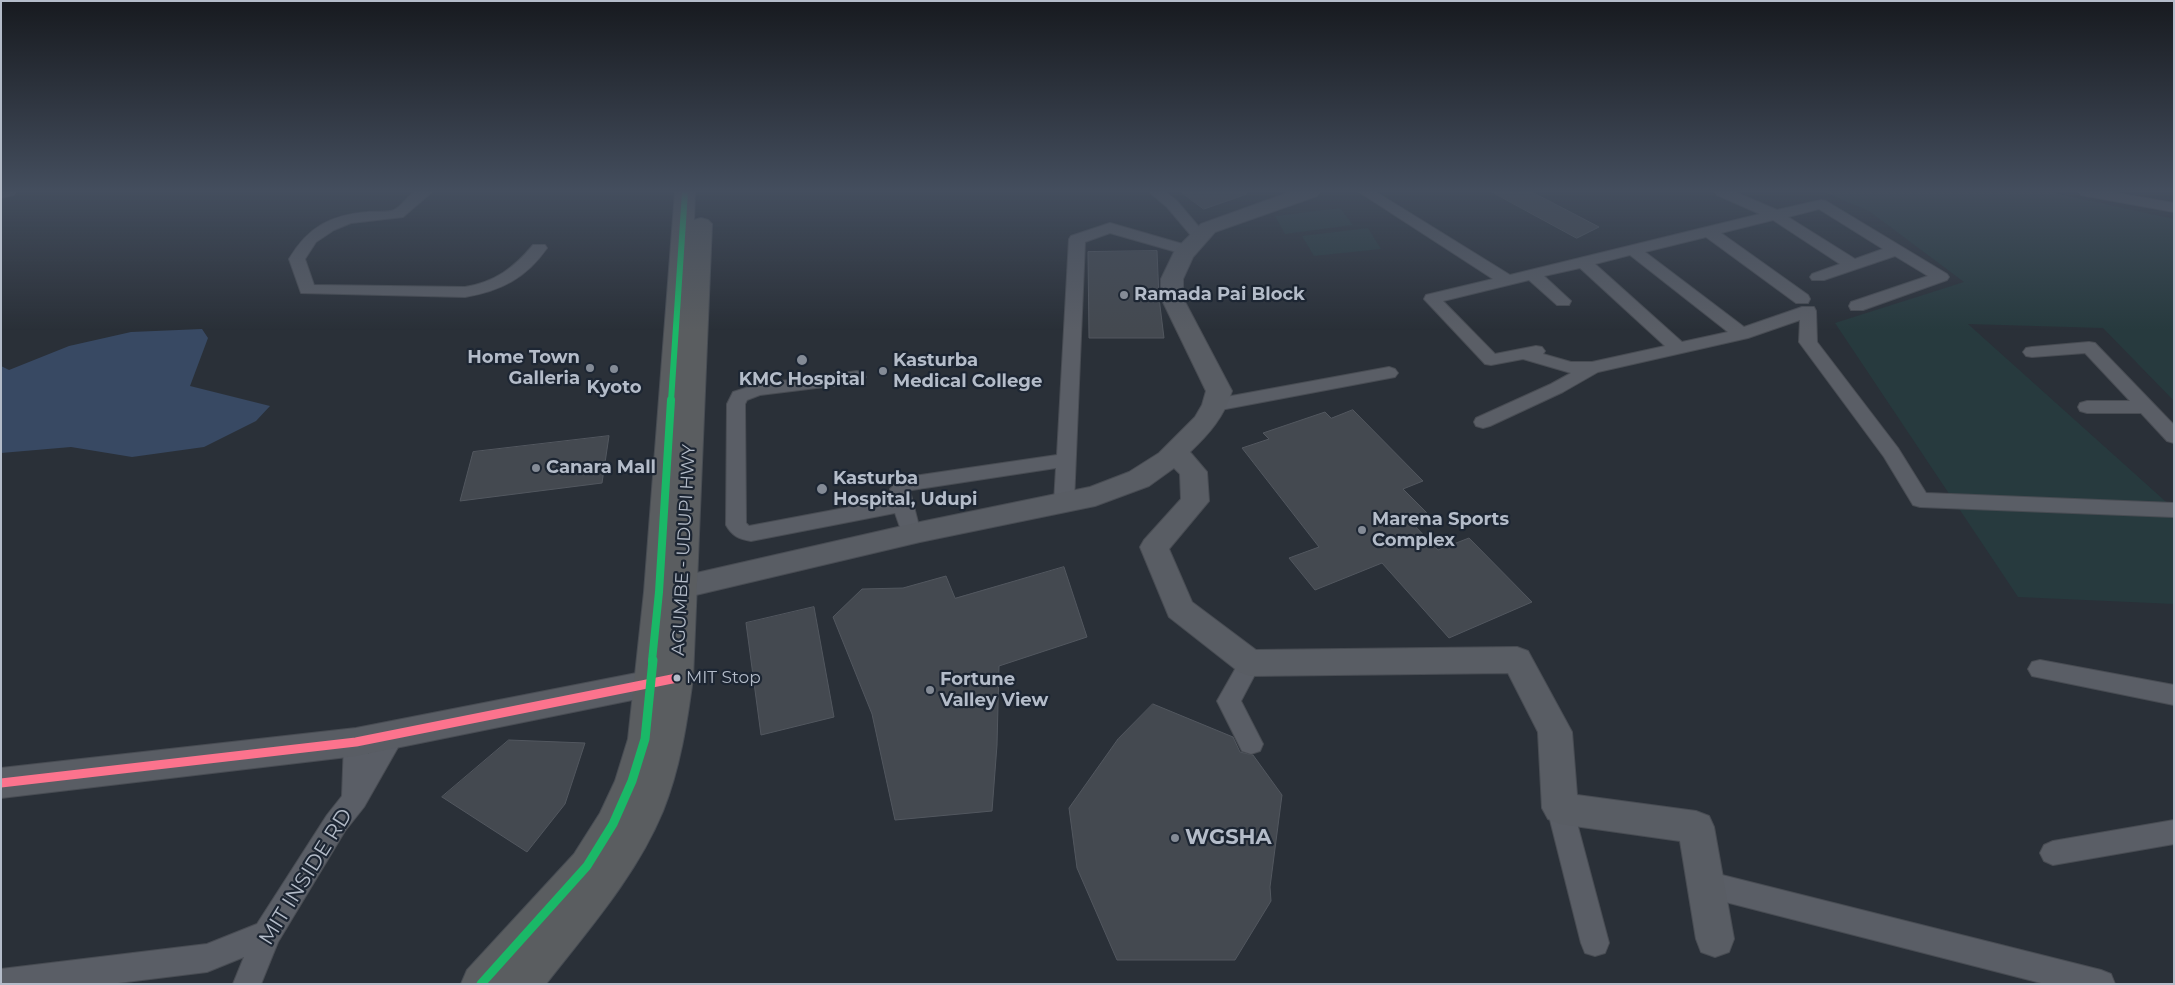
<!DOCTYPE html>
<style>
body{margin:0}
#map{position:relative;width:2175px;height:985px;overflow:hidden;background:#2a3038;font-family:Montserrat,sans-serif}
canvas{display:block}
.frame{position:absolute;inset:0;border:2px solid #b4bcc9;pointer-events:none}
</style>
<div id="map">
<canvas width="2175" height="985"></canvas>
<div class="frame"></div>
</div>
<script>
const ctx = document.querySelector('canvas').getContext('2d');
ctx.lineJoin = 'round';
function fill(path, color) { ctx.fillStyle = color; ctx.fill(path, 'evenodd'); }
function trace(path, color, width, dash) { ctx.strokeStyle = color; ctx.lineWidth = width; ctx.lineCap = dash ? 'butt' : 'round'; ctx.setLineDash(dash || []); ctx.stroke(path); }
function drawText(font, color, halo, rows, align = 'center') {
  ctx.font = font + ' Montserrat,sans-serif'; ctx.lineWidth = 4.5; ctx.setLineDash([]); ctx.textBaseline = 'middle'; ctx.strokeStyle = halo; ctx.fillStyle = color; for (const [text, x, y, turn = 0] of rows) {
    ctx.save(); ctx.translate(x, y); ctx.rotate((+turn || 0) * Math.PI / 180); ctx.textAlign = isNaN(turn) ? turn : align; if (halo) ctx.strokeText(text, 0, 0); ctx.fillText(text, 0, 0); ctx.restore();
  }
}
fill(new Path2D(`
 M1823 192H2051L2174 219V401L2103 328 1968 324 2174 509V604L2018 597 1835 323 1964 282 1869 211Z
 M1340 208 1353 225 1285 234 1275 216Z
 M1368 228 1381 249 1314 256 1302 236Z`), '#273a3e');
fill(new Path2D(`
 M202 329 208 338 190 386 270 406 256 421 204 447 132 457 71 447 1 453V366L9 370 69 346 131 332Z`), '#384963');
const building = new Path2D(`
 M1181 192H1246L1247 194 1204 209Z
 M1492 192H1532L1599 227 1577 238Z
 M1157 251 1159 298 1164 338H1089L1088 252Z
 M1353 410 1423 481 1403 489 1429 515 1411 522 1438 550 1469 538 1532 602 1449 638 1382 563 1315 590 1289 558 1319 547 1242 448 1269 439 1263 433 1325 412 1331 418Z
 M609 436 602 483 460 501 473 452Z
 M1064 567 1087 637 999 666 997 745 992 811 895 820 872 714 833 617 862 589 903 588 946 576 955 598Z
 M814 607 834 717 761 735 746 623Z
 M1153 704 1233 737 1240 752 1253 755 1282 795 1270 887 1271 901 1235 960H1117L1077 868 1069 808 1118 739Z
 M509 740 585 743 565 804 527 852 442 797Z`);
fill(building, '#444950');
trace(building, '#52575f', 1);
const street = new Path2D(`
 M1 192H16L14 195 1 198Z
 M414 192H432L403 217 351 223 334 230 316 242 305 259 314 285 465 287C495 282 514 268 533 245H545L547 248C526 278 501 291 465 297L301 293 289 259C308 227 331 215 367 212 375 211 387 213 394 210 402 206 407 197 414 192Z
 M1149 192H1166L1177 201 1204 233 1207 236 1204 239H1194L1167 207Z
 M1359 192H1376L1510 275 1760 214 1717 195 1715 192H1735L1777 210 1821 200 1826 201 1947 274 1949 277 1947 280 1863 310H1851L1849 306 1851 302 1928 276 1895 256 1824 280H1812L1810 277 1812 274 1840 264 1773 220 1721 233 1808 295 1810 299 1808 303H1796L1706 237 1645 252 1744 327 1802 307H1814L1816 311 1817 342 1898 448 1926 493 2174 503V517L1920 507 1913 505 1884 457 1799 342 1800 320 1748 338 1598 372 1563 392 1490 426 1483 428 1476 426 1474 422 1476 418 1551 384 1571 373 1523 359 1491 365 1485 364 1424 299 1426 295 1493 279ZM1819 209 1883 249 1855 259 1788 217ZM1630 255 1728 332 1682 342 1595 264ZM1580 268 1665 346 1592 362H1571L1543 354 1545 351 1542 347 1536 346 1495 354 1443 301 1529 280 1557 305H1569L1571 301 1544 276Z
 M2079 192H2111L2174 203V212L2086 196 2081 195Z
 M1110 223 1193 247 1195 250 1193 253 1187 255 1110 233 1085 242 1074 502 1071 507 1064 509 1057 507 1054 502 1056 468 912 490 910 491 921 534 918 539 911 541 904 539 895 513 751 541C739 539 732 536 726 525L727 404 733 392 758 384 857 371 863 373 866 377 863 381 857 383 760 395 747 400 745 404 746 523 749 526 892 499 890 489 900 479 907 477 1057 455 1069 239 1071 236Z
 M2089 342 2095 343 2174 425V443L2167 441 2141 413H2087L2080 411 2078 407 2080 403 2087 401H2130L2085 353 2032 357 2026 356 2023 352 2026 348 2032 347Z
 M1389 367 1395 369 1398 373 1395 377 1215 411 1208 409 1206 405 1208 401 1215 399Z
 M1250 654 1258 657 1261 663 1241 701 1263 744 1260 751 1251 754 1242 751 1217 701 1242 657Z
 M2040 660 2174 685V705L2032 676 2028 669 2032 662Z
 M392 725 401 728 404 735 401 742 364 807 345 831 278 942 261 984H233L244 957 207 972 110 984H1V969L207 944 257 924 327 815 342 796 344 742 347 735 356 732 365 735 368 742V754L383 728Z
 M1560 797 1569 800 1573 808 1609 943 1605 953 1595 956 1585 953 1581 943 1547 808 1551 800Z
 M2174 820V844L2053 865 2044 861 2040 853 2044 845 2053 841Z
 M1706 871 2101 970 2111 974 2115 984H2045L1706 897 1697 893 1693 884 1697 875Z`);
const secondary = new Path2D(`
 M1290 192H1320L1317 196 1215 232 1193 257 1183 279V298L1232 391C1224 417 1209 434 1190 452L1207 472 1209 501 1169 549 1192 602 1256 650 1517 647 1528 651 1572 732 1577 795 1696 811 1709 816 1714 827 1734 939 1729 952 1715 957 1701 952 1696 939 1680 841 1560 824 1548 819 1542 808 1538 732 1508 673 1250 676 1239 672 1169 617 1140 547 1144 540 1181 499 1180 474 1174 468 1149 486 1095 506 920 542 683 598 672 595 668 587 672 579 683 576 920 522 1090 487 1129 472 1159 453 1195 417 1202 405 1206 391 1161 298V279L1175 250 1201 224Z
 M652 670 663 674 668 683 663 692 652 696 356 756 1 798V768L356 728Z`);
const highway = new Path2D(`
 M675 192H695L694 220 701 218 708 220 712 224 693 678C687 723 680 769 663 811 636 876 589 929 546 984H461L467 970 574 854 600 813 615 781 628 739 644 592Z`);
trace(street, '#484c53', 2);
trace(secondary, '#484c53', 2);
trace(highway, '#474c53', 2);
fill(street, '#5a5e66');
fill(secondary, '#595d64');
fill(highway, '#5a5d60');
trace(new Path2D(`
 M1 783 356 742 677 678`), '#fc738d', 9);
trace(new Path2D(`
 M671 401 685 192`), '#1ab867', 6);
trace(new Path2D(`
 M652 661 659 592 671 400`), '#1ab867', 8);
trace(new Path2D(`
 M481 984 587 866 613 824 632 781 645 739 653 660`), '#1ab867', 9);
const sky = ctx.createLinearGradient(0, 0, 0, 330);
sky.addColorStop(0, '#171a1f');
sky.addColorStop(0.58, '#444e5e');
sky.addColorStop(1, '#444e5e00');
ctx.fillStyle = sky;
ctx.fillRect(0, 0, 2175, 330);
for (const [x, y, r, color] of [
 [1124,295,5,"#848b96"],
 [802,360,6,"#848b96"],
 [590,368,5,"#848b96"],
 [614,369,5,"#848b96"],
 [883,371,5,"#848b96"],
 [536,468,5,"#848b96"],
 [822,489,6,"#848b96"],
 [1362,530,5,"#848b96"],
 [677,678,4.5,"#b4bcc9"],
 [930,690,5,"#848b96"],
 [1175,838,5,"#848b96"]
]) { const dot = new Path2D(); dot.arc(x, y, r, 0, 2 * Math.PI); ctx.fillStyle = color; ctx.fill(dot); trace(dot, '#1d2633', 2); }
drawText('17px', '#b4bcc9', '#1d2633', [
 ["MIT Stop",686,678]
], 'left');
drawText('bold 18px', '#b4bcc9', '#1d2633', [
 ["Ramada Pai Block",1134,295],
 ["Home Town",580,358,"right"],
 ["Galleria",580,379,"right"],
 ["Kasturba",893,361],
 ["Medical College",893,382],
 ["KMC Hospital",802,380,"center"],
 ["Kyoto",614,388,"center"],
 ["Canara Mall",546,468],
 ["Kasturba",833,479],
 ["Hospital, Udupi",833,500],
 ["Marena Sports",1372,520],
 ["Complex",1372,541],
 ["Fortune",940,680],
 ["Valley View",940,701]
], 'left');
drawText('18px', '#b4bcc9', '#1d2633', [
 ["AGUMBE - UDUPI HWY",684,550,-87]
]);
drawText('bold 21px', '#b4bcc9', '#1d2633', [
 ["WGSHA",1185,838]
], 'left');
drawText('21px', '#b4bcc9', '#1d2633', [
 ["MIT INSIDE RD",306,877,-58]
]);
</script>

**Required work:** Copy out the lines above, from the one holding "sky.addColorStop(0.58, '#444e5e');" through the final line, with no other lines.

**Answer area:**
sky.addColorStop(0.58, '#444e5e');
sky.addColorStop(1, '#444e5e00');
ctx.fillStyle = sky;
ctx.fillRect(0, 0, 2175, 330);
for (const [x, y, r, color] of [
 [1124,295,5,"#848b96"],
 [802,360,6,"#848b96"],
 [590,368,5,"#848b96"],
 [614,369,5,"#848b96"],
 [883,371,5,"#848b96"],
 [536,468,5,"#848b96"],
 [822,489,6,"#848b96"],
 [1362,530,5,"#848b96"],
 [677,678,4.5,"#b4bcc9"],
 [930,690,5,"#848b96"],
 [1175,838,5,"#848b96"]
]) { const dot = new Path2D(); dot.arc(x, y, r, 0, 2 * Math.PI); ctx.fillStyle = color; ctx.fill(dot); trace(dot, '#1d2633', 2); }
drawText('17px', '#b4bcc9', '#1d2633', [
 ["MIT Stop",686,678]
], 'left');
drawText('bold 18px', '#b4bcc9', '#1d2633', [
 ["Ramada Pai Block",1134,295],
 ["Home Town",580,358,"right"],
 ["Galleria",580,379,"right"],
 ["Kasturba",893,361],
 ["Medical College",893,382],
 ["KMC Hospital",802,380,"center"],
 ["Kyoto",614,388,"center"],
 ["Canara Mall",546,468],
 ["Kasturba",833,479],
 ["Hospital, Udupi",833,500],
 ["Marena Sports",1372,520],
 ["Complex",1372,541],
 ["Fortune",940,680],
 ["Valley View",940,701]
], 'left');
drawText('18px', '#b4bcc9', '#1d2633', [
 ["AGUMBE - UDUPI HWY",684,550,-87]
]);
drawText('bold 21px', '#b4bcc9', '#1d2633', [
 ["WGSHA",1185,838]
], 'left');
drawText('21px', '#b4bcc9', '#1d2633', [
 ["MIT INSIDE RD",306,877,-58]
]);
</script>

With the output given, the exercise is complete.